▶ _Exercise requirements_
Which lines of the listing below contain the word "Winnipeg"? Return them.

▶ _Supplied records_
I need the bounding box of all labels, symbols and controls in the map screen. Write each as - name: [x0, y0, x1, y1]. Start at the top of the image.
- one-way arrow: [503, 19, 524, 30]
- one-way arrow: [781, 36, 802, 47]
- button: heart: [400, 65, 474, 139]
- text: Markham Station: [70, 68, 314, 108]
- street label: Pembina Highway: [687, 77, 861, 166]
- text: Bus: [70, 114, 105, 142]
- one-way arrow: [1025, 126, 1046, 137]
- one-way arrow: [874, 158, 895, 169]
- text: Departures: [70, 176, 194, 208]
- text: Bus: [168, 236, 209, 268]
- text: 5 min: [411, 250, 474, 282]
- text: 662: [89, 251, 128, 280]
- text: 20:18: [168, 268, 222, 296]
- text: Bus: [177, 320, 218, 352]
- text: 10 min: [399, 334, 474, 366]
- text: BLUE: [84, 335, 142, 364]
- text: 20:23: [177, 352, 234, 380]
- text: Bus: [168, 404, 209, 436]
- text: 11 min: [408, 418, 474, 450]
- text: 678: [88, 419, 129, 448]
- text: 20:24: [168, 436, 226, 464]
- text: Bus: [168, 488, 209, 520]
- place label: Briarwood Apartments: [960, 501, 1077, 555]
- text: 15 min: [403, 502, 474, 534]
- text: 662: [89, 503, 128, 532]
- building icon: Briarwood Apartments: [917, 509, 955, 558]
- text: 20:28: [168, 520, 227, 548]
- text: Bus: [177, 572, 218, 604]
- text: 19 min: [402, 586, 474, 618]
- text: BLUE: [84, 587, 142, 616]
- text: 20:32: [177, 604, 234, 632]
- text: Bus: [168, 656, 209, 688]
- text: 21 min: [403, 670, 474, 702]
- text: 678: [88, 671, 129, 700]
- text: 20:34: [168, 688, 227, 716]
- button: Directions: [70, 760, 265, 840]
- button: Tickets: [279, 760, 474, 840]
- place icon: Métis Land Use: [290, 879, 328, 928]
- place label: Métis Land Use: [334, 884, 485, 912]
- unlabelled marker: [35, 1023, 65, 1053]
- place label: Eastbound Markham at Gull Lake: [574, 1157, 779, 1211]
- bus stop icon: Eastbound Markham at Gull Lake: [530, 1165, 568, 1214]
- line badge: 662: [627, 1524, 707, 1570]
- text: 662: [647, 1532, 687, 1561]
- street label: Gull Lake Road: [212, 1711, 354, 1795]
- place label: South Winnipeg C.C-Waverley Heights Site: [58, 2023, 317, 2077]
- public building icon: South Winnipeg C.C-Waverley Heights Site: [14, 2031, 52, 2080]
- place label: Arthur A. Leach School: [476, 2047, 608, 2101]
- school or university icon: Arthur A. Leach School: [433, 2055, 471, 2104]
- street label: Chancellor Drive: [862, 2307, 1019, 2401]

▶ _Answer for this exercise_
- place label: South Winnipeg C.C-Waverley Heights Site: [58, 2023, 317, 2077]
- public building icon: South Winnipeg C.C-Waverley Heights Site: [14, 2031, 52, 2080]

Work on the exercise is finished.